Firmly against the UK’s moves to leave the EU, Bragg says he hopes reasonable heads will prevail, not just in government, but in the general population, believing we all need to fight for accountability among our world leaders.
“There’s a long-term struggle going on between those people who you might call traditionalists who say things are the way they are because they've always been this way, and those people who believe things are the way they are because of systemic problems,” he said.
“I think if we make better choices we can get better outcomes, and I’ve always been one of those people.”
Bragg said Donald Trump was one such power who needed to take accountability, especially when it came to media and news.
“It’s very difficult to even put your finger on what’s fact, never mind how you hold a president to account when he talks about news being fake but creates fake news all the time,” he said.
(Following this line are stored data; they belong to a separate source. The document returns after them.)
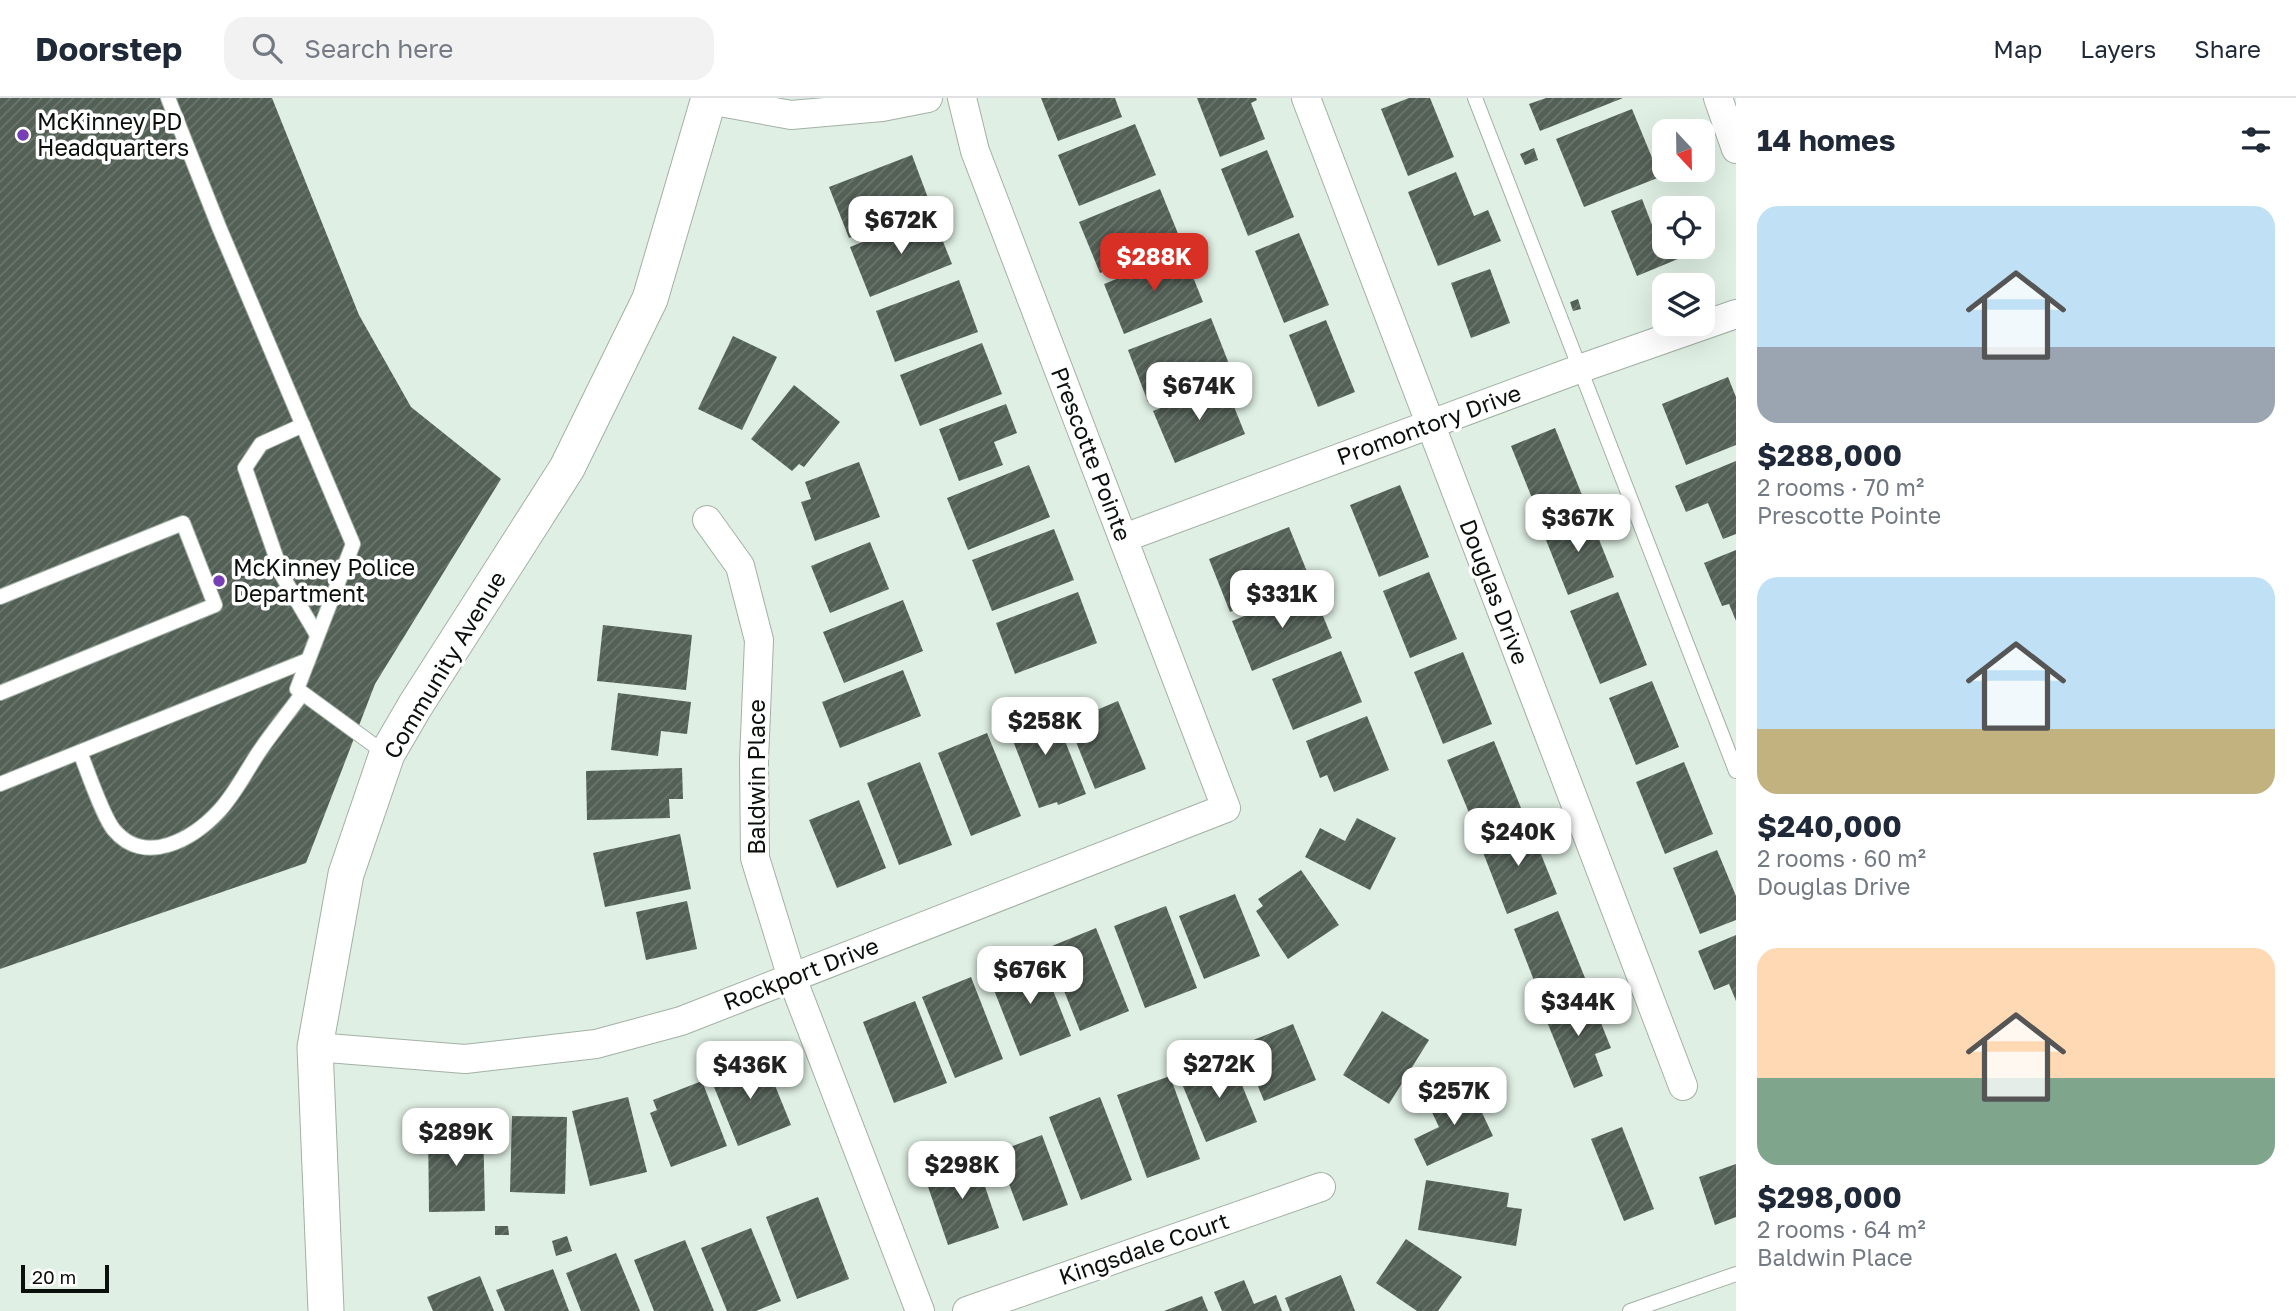 <!DOCTYPE html>
<meta charset="utf-8">
<style>
:root{--surface:#fff;--page:#f2f2f3;--text:#1f2937;--muted:#747a83;--line:#e0e1e3;--accent:#d93025}
body{margin:0;font-family:"Golos Text",sans-serif;background:var(--page);color:var(--text);height:100vh;display:flex;flex-direction:column;font-size:26px;white-space:nowrap}
*{box-sizing:border-box;margin:0}
p{font-size:23px;color:var(--muted)}
.icon{flex:none;width:38px;height:38px;fill:none;stroke:currentColor;stroke-width:2;stroke-linecap:round;stroke-linejoin:round}
.map{position:relative;flex:1;overflow:hidden}
.sheet{display:flex;flex-direction:column;background:var(--surface);width:560px}
.sheet>*{flex:none}
.needle{width:46px;rotate:158deg}
.buttons{position:absolute;left:1652px;top:21px;display:grid;gap:14px}
.buttons a{display:grid;place-items:center;width:63px;height:63px;border-radius:14px;background:var(--surface);box-shadow:0 7px 28px #0002;font-size:35px}
.scale{position:absolute;left:21px;bottom:18px;width:88px;box-sizing:border-box;padding-left:7px;border:4px solid #0b100c;border-top:0;font-size:19px;line-height:24px;white-space:nowrap;color:#0b100c;-webkit-text-stroke:5px #fff;paint-order:stroke}
.price{position:absolute;translate:-50% -60px;padding:0 16px;border-radius:14px;background:#fff;color:#222;font-size:23px;line-height:46px;filter:drop-shadow(0 2px 4px #0008)}
.price::after{content:'';position:absolute;left:50%;top:42px;width:21px;height:16px;margin-left:-10px;background:inherit;clip-path:polygon(0 0,100% 0,50% 100%)}
.price.selected{background:var(--accent);color:#fff}
ul{padding:0;list-style:none}
li{display:grid;align-content:center;gap:14px;height:371px;padding:0 21px}
li span{display:grid;place-items:center;height:217px;border-radius:21px;color:#555}
li>.icon{margin-inline-start:auto}
span .icon{width:126px;height:126px;fill:#fffc;stroke-width:1}
li b{font-size:30px}
h2{display:flex;justify-content:space-between;align-items:center;height:84px;padding:0 21px;font-size:30px}
header{display:flex;align-items:center;gap:42px;box-sizing:border-box;height:98px;padding:0 35px;background:var(--surface);border-bottom:2px solid var(--line)}
header strong{font-size:33px}
nav{display:flex;gap:38px;margin-inline-start:auto;font-size:24px}
.search{width:490px;height:63px;background:var(--page);display:flex;align-items:center;gap:18px;box-sizing:border-box;padding:0 24px;border-radius:21px;color:var(--muted);font-size:26px}
main{display:flex;flex:1;min-height:0}
.map>svg:first-child{display:block}
</style>
<header>
<strong>Doorstep</strong>
<div class="search"><svg class="icon" aria-label="search" viewBox="0 0 24 24"><circle cx="10" cy="10" r="6"/><path d="M15 15l6 6"/></svg>Search here</div>
<nav><a>Map</a><a>Layers</a><a>Share</a></nav>
</header>
<main>
<div class="map">
<svg width="1736" height="1213" viewBox="0 0 1736 1213">
<defs>
<pattern id="building-hatch" width="6" height="6" patternUnits="userSpaceOnUse" patternTransform="scale(1.75)"><rect width="6" height="6" fill="#536056"/><path d="M-1 1l2-2M0 6l6-6M5 7l2-2" fill="none" stroke="#6c766e"/></pattern>
</defs>
<rect width="100%" height="100%" fill="#dfefe3"/>
<g fill="url(#building-hatch)">
<path d="M0,0h272l87,217 52,92 90,72 -126,205 -69,179 -306,106z"/>
<path d="M1041,0h74l7,19 -64,24z"/>
<path d="M1197,0h59l1,2 -6,3 14,36 -45,18z"/>
<path d="M1409,0h21l24,59 -46,19 -27,-67z"/>
<path d="M1546,0h77l-83,33 -11,-27z"/>
<path d="M1632,11l28,68 -76,30 -28,-68z"/>
<path d="M1135,26l21,51 -77,31 -21,-51z"/>
<path d="M1534,50l4,12 -13,5 -5,-11z"/>
<path d="M1267,52l27,67 -46,19 -27,-67z"/>
<path d="M912,57l19,51 -82,32 -20,-51z"/>
<path d="M1456,74l18,44 14,-6 13,31 -63,25 -30,-74z"/>
<path d="M1160,91l21,52 -81,32 -21,-51z"/>
<path d="M1642,101l12,31 10,-4v21h23l3,7 -53,22 -26,-65z"/>
<path d="M932,116l20,50 -82,33 -20,-50z"/>
<path d="M1299,135l30,72 -45,18 -29,-72z"/>
<path d="M1183,154l20,50 -79,32 -20,-50z"/>
<path d="M1490,171l20,54 -39,15 -20,-55z"/>
<path d="M959,182l19,52 -83,30 -19,-51z"/>
<path d="M1578,201l3,10 -8,2 -3,-9z"/>
<path d="M1211,220l20,51 -83,33 -20,-52z"/>
<path d="M1326,222l29,72 -37,15 -29,-72z"/>
<path d="M733,238l44,21 -35,73 -44,-21z"/>
<path d="M982,245l20,51 -82,32 -20,-51z"/>
<path d="M1728,279l8,20v48l-50,20 -24,-61z"/>
<path d="M1224,284l21,52 -70,29 -22,-52z"/>
<path d="M794,287l46,37 -36,45 -5,-3 -7,7 -41,-32z"/>
<path d="M1006,306l11,29 -23,9 9,23 -44,16 -20,-52z"/>
<path d="M1555,330l27,67 -44,18 -27,-67z"/>
<path d="M1736,363v73l-13,5 -15,-36 -22,9 -11,-26z"/>
<path d="M859,364l21,55 -65,24 -14,-39 10,-3 -6,-17z"/>
<path d="M1029,367l21,52 -82,33 -21,-52z"/>
<path d="M1400,387l29,72 -50,20 -29,-72z"/>
<path d="M1588,414l26,65 -46,18 -26,-65z"/>
<path d="M1289,429l21,52 -80,33 -21,-53z"/>
<path d="M1054,431l20,51 -82,31 -20,-51z"/>
<path d="M870,444l19,47 -59,24 -19,-47z"/>
<path d="M1736,452v71l-7,-17 -7,2 -18,-43z"/>
<path d="M1429,474l28,67 -47,19 -27,-67z"/>
<path d="M1312,491l20,49 -80,33 -20,-50z"/>
<path d="M1078,494l19,51 -82,31 -19,-51z"/>
<path d="M1618,494l29,73 -47,19 -30,-73z"/>
<path d="M903,502l20,51 -79,32 -21,-51z"/>
<path d="M603,527l89,10 -6,55 -89,-9z"/>
<path d="M1341,553l21,51 -69,28 -21,-51z"/>
<path d="M1463,554l29,72 -49,20 -29,-72z"/>
<path d="M903,572l18,46 -81,32 -18,-46z"/>
<path d="M1652,583l27,66 -43,18 -27,-67z"/>
<path d="M618,595l73,9 -4,32 -26,-3 -3,25 -47,-6z"/>
<path d="M1118,603l28,68 -51,20 -27,-67z"/>
<path d="M1050,605l36,91 -28,11 -1,-3 -18,6 -34,-88z"/>
<path d="M1367,618l22,54 -55,22 -7,-17 -7,3 -14,-37z"/>
<path d="M987,635l34,83 -50,20 -33,-83z"/>
<path d="M1494,643l27,67 -46,19 -28,-67z"/>
<path d="M920,664l32,83 -53,20 -32,-82z"/>
<path d="M1684,664l29,72 -48,20 -29,-72z"/>
<path d="M682,670l1,31h-14l1,19 -83,2 -1,-49z"/>
<path d="M859,702l27,68 -49,20 -28,-68z"/>
<path d="M1357,720l39,20 -26,52 -65,-33 15,-29 25,13z"/>
<path d="M1528,724l29,72 -50,20 -28,-72z"/>
<path d="M680,736l11,55 -86,18 -12,-54z"/>
<path d="M1717,752l19,46v24l-36,14 -27,-66z"/>
<path d="M1301,772l38,55 -51,34 -32,-48 7,-5 -5,-7z"/>
<path d="M1235,796l25,62 -56,23 -25,-63z"/>
<path d="M687,803l10,48 -51,11 -10,-48z"/>
<path d="M1166,808l31,82 -52,20 -31,-82z"/>
<path d="M1558,813l27,67 -45,18 -26,-67z"/>
<path d="M1096,830l33,83 -49,20 -33,-83z"/>
<path d="M1736,837v66l-7,-17 -15,6 -16,-39z"/>
<path d="M1039,857l32,81 -51,20 -32,-81z"/>
<path d="M971,879l32,82 -48,19 -33,-81z"/>
<path d="M1589,895l22,55 -16,6 8,22 -29,12 -31,-76z"/>
<path d="M915,903l32,82 -53,20 -31,-81z"/>
<path d="M1382,913l47,29 -40,64 -46,-29z"/>
<path d="M1293,926l23,56 -52,21 -23,-56z"/>
<path d="M763,958l28,69 -53,21 -28,-69z"/>
<path d="M1231,960l26,64 -51,20 -26,-63z"/>
<path d="M1170,978l30,83 -53,19 -30,-83z"/>
<path d="M702,983l25,65 -56,21 -21,-54 7,-3 -4,-10z"/>
<path d="M1469,987l24,51 -66,30 -13,-27 25,-12 -11,-23z"/>
<path d="M628,999l19,75 -57,14 -18,-75z"/>
<path d="M1100,999l32,83 -51,20 -32,-83z"/>
<path d="M512,1018l55,1 -2,77 -55,-2z"/>
<path d="M483,1025l2,88 -56,1 -1,-88z"/>
<path d="M1622,1029l32,82 -30,12 -33,-82z"/>
<path d="M1042,1037l26,70 -45,16 -26,-69z"/>
<path d="M975,1059l24,71 -51,17 -24,-70z"/>
<path d="M1736,1066v53l-21,8 -16,-48z"/>
<path d="M1426,1082l83,13 -2,14 15,2 -6,37 -98,-16z"/>
<path d="M818,1099l31,82 -52,20 -31,-82z"/>
<path d="M495,1128h13l1,9h-14z"/>
<path d="M751,1130l30,73 -25,10h-29l-26,-63z"/>
<path d="M567,1138l5,15 -16,5 -4,-15z"/>
<path d="M1406,1141l56,38 -24,34h-21l-41,-28z"/>
<path d="M685,1142l29,71h-60l-20,-51z"/>
<path d="M616,1155l24,58h-59l-15,-38z"/>
<path d="M553,1171l16,42h-64l-9,-21z"/>
<path d="M1341,1177l14,36h-65l-5,-13z"/>
<path d="M480,1178l14,35h-61l-6,-14z"/>
<path d="M1244,1182l10,24 22,-9 6,16h-60l-8,-19z"/>
<path d="M1202,1198l6,15h-44z"/>
</g>
<g fill="none" stroke-linecap="round" stroke-linejoin="round">
<defs>
<g id="service">
<path d="M168,0l51,129 134,317 -56,145 89,65"/>
<path d="M1475,0l261,673"/>
<path d="M303,327l-42,19 -16,24 38,109 34,58"/>
<path d="M0,499l183,-74 32,82 -215,88"/>
<path d="M80,654c7,18 23,65 34,78 31,37 79,9 105,-19 17,-18 28,-42 42,-62 13,-19 28,-37 41,-55"/>
<path d="M0,686l308,-124"/>
<path d="M1630,1213l106,-37"/>
</g>
<g id="minor">
<path d="M1306,0l377,988"/>
<path d="M1718,0l18,51"/>
<path d="M709,2l82,15 91,-8 46,-9"/>
<path d="M707,422l33,46 19,74 -5,120 1,98 37,120 128,333"/>
<path d="M1124,440l455,-169 157,-55"/>
<path d="M315,949l150,12 131,-15 85,-23 545,-213 -251,-657 -13,-53"/>
<path d="M967,1213l354,-124"/>
</g>
<path id="tertiary" d="M326,1213l-11,-264 31,-173 41,-120 28,-48 152,-238 83,-169 59,-201"/>
</defs>
<use href="#service" stroke="#a2b1a5" stroke-width="16"/>
<use href="#minor" stroke="#a2b1a5" stroke-width="30"/>
<use href="#tertiary" stroke="#a2b1a5" stroke-width="37"/>
<use href="#service" stroke="#fff" stroke-width="14"/>
<use href="#minor" stroke="#fff" stroke-width="28"/>
<use href="#tertiary" stroke="#fff" stroke-width="35"/>
</g>
<g fill="#773fb6" stroke="#fff" stroke-width="2.5">
<circle cx="23" cy="37" r="7"/>
<circle cx="219" cy="483" r="7"/>
</g>
<g text-anchor="middle" stroke-width="7" stroke-linejoin="round" paint-order="stroke">
<g font-size="23" fill="#0b100c" stroke="#fff" text-anchor="start">
<text x="37" y="32">McKinney PD<tspan x="37" dy="26">Headquarters</tspan></text>
<text x="233" y="478">McKinney Police<tspan x="233" dy="26">Department</tspan></text>
</g>
<g font-size="23" fill="#0b100c" stroke="#fff">
<text transform="translate(1429 327) rotate(-20)" y="8">Promontory Drive</text>
<text transform="translate(1091 356) rotate(69)" y="8">Prescotte Pointe</text>
<text transform="translate(1494 494) rotate(69)" y="8">Douglas Drive</text>
<text transform="translate(445 567) rotate(-59)" y="8">Community Avenue</text>
<text transform="translate(757 679) rotate(-90)" y="8">Baldwin Place</text>
<text transform="translate(801 876) rotate(-21)" y="8">Rockport Drive</text>
<text transform="translate(1144 1151) rotate(-19)" y="8">Kingsdale Court</text>
</g>
</g>
</svg>
<div class="buttons">
<a><svg class="needle" viewBox="-14 -14 28 28"><path d="M0-13l5 13h-10z" fill="#e53935"/><path d="M0 13l5-13h-10z" fill="#747a83"/></svg></a>
<a><svg class="icon" aria-label="locate" viewBox="0 0 24 24"><circle cx="12" cy="12" r="6"/><path d="M12 2v4M12 18v4M2 12h4M18 12h4"/></svg></a>
<a><svg class="icon" aria-label="layers" viewBox="0 0 24 24"><path d="M12 4l9 5-9 5-9-5zM3 14l9 5 9-5"/></svg></a>
</div>
<div class="scale">20 m</div>
<b class="price" style="left:901px;top:158px">$672K</b>
<b class="price selected" style="left:1154px;top:195px">$288K</b>
<b class="price" style="left:1199px;top:324px">$674K</b>
<b class="price" style="left:1578px;top:456px">$367K</b>
<b class="price" style="left:1282px;top:532px">$331K</b>
<b class="price" style="left:1045px;top:659px">$258K</b>
<b class="price" style="left:1518px;top:770px">$240K</b>
<b class="price" style="left:1030px;top:908px">$676K</b>
<b class="price" style="left:1578px;top:940px">$344K</b>
<b class="price" style="left:1219px;top:1002px">$272K</b>
<b class="price" style="left:750px;top:1003px">$436K</b>
<b class="price" style="left:1454px;top:1029px">$257K</b>
<b class="price" style="left:456px;top:1070px">$289K</b>
<b class="price" style="left:962px;top:1103px">$298K</b>
</div>
<section class="sheet">
<h2>14 homes<svg class="icon" aria-label="filters" viewBox="0 0 24 24"><path d="M4 7h16M4 17h16"/><circle cx="9" cy="7" r="2"/><circle cx="15" cy="17" r="2"/></svg></h2>
<ul>
<li><span style="background:linear-gradient(#bfe0f5 65%,#9aa5b1 0)"><svg class="icon" aria-label="home" viewBox="0 0 24 24"><path d="M3 11l9-7 9 7M6 9v11h12V9"/></svg></span><div><b>$288,000</b><p>2 rooms · 70 m²</p><p>Prescotte Pointe</p></div></li>
<li><span style="background:linear-gradient(#bfe0f5 70%,#c2b280 0)"><svg class="icon" aria-label="home" viewBox="0 0 24 24"><path d="M3 11l9-7 9 7M6 9v11h12V9"/></svg></span><div><b>$240,000</b><p>2 rooms · 60 m²</p><p>Douglas Drive</p></div></li>
<li><span style="background:linear-gradient(#ffd9b3 60%,#7fa58c 0)"><svg class="icon" aria-label="home" viewBox="0 0 24 24"><path d="M3 11l9-7 9 7M6 9v11h12V9"/></svg></span><div><b>$298,000</b><p>2 rooms · 64 m²</p><p>Baldwin Place</p></div></li>
</ul>
</section>
</main>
“It’s almost as if he’s trying to avoid any kind of accountability.”
Bragg also speaks about what he calls ‘the war on empathy’ and political correctness during his sets.
Bringing it back to Trump, Bragg believes the president is spreading the message that empathy is not acceptable, as a deliberate strategy to create further political discourse.
“I think there is a lot of white male anger involved with Trump,” he said. “White men are only a minority in America so they are trying to police our culture and they see empathy as a feminine trait and weakness.
“For those of us who make art, particularly songwriters, empathy is our currency and it’s our job to make sure we are putting out that compassionate vibe and not giving into cynicism.”
As an optimist, Bragg said he’s hopeful America can reassert itself as the great nation he once knew it to be.
“Once Trump’s defeated I don’t think there will be anybody else like him because we will see that kind of attitude, that kind of deceit, that kind of bigotry doesn’t win votes anymore,” he said.
“Defeating him may be a watershed moment.”
When Bragg descends on Fairgrounds, he said he’ll be focusing on social issues outside of Canberra, like climate change.
“Australia is in the front line of climate change,” he said.
“I live on the coast [in the UK] and in the past 18 years we’ve lived here the storms are getting stronger and the seasons are getting less different from one another.”
Billy Bragg is one of the headlining acts at the upcoming Fairgrounds Festival at Berry, held on November 30 and December 1.